Vasyl himself, despite an invitation to lead the Ukrainian Church in Canada, chose to remain in Kyiv. In November 1937, he was condemned and executed, alongside 86 others that night. Nearly the entire family was destroyed.
His daughter-in-law, actress Kateryna Osmyalovska, played the lead in “Natalka Poltavka,” the first Ukrainian sound film — screened even in New York. But while audiences applauded, her family members were tortured in NKVD cellars.
The Atmosphere of Fear
Newspapers and radio demanded: “Crush the enemies!” The terrified people, deceived and broken, shouted for executions — to drown out their own fear.
In Bykivnia Forest near Kyiv, tens of thousands of those executed in 1937–1941 were secretly buried. Today, its martyrology lists writers, scientists, philosophers, artists, priests.
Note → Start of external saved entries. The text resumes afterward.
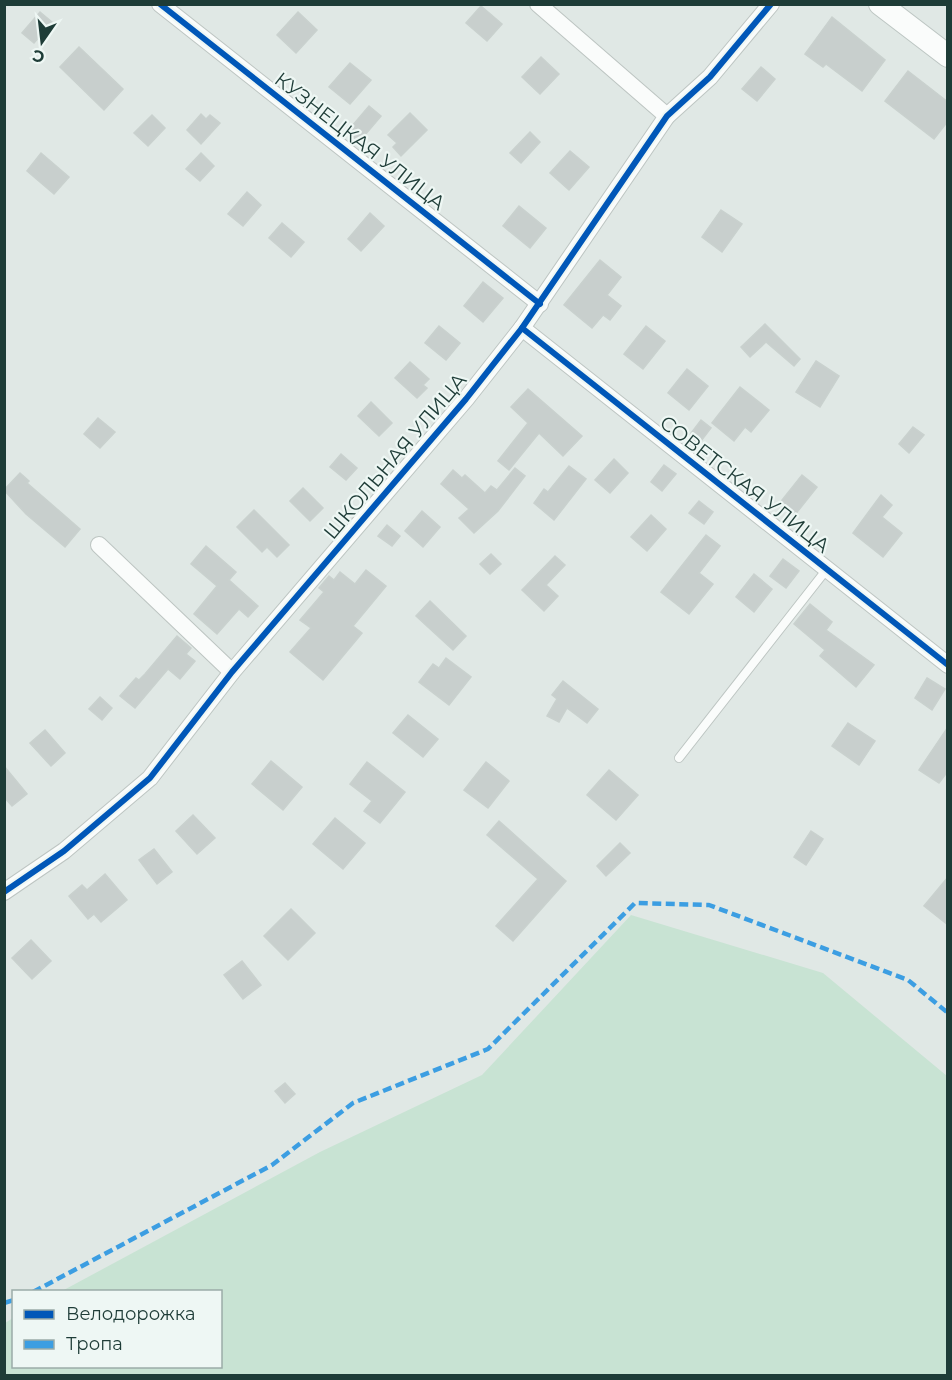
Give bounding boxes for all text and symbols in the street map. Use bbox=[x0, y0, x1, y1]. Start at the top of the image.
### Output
north arrow bbox=[12, 12, 72, 72]
text: С bbox=[30, 45, 46, 67]
street label: КУЗНЕЦКАЯ УЛИЦА bbox=[270, 67, 450, 215]
street label: ШКОЛЬНАЯ УЛИЦА bbox=[319, 368, 472, 544]
street label: СОВЕТСКАЯ УЛИЦА bbox=[655, 410, 835, 558]
legend bbox=[12, 1290, 222, 1368]
text: Велодорожка bbox=[66, 1303, 195, 1325]
text: Тропа bbox=[66, 1333, 123, 1355]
When archives briefly opened during perestroika, they revealed the magnitude of the tragedy. But many files had been “cleaned”: denunciations and secret reports removed to hide the true mechanics of terror.
The Executed Renaissance was not only the tragedy of individuals. It was the deliberate destruction of a whole generation that could have defined Ukraine’s cultural future.
Books, paintings, plays, philosophical works — annihilated along with their creators. Yet some risked their lives to save manuscripts and canvases. Thanks to them, we know today: Ukraine had its own Renaissance — and it was executed.
It was the murder of the future. And it reminds us now: until such crimes are named and condemned, they can happen again.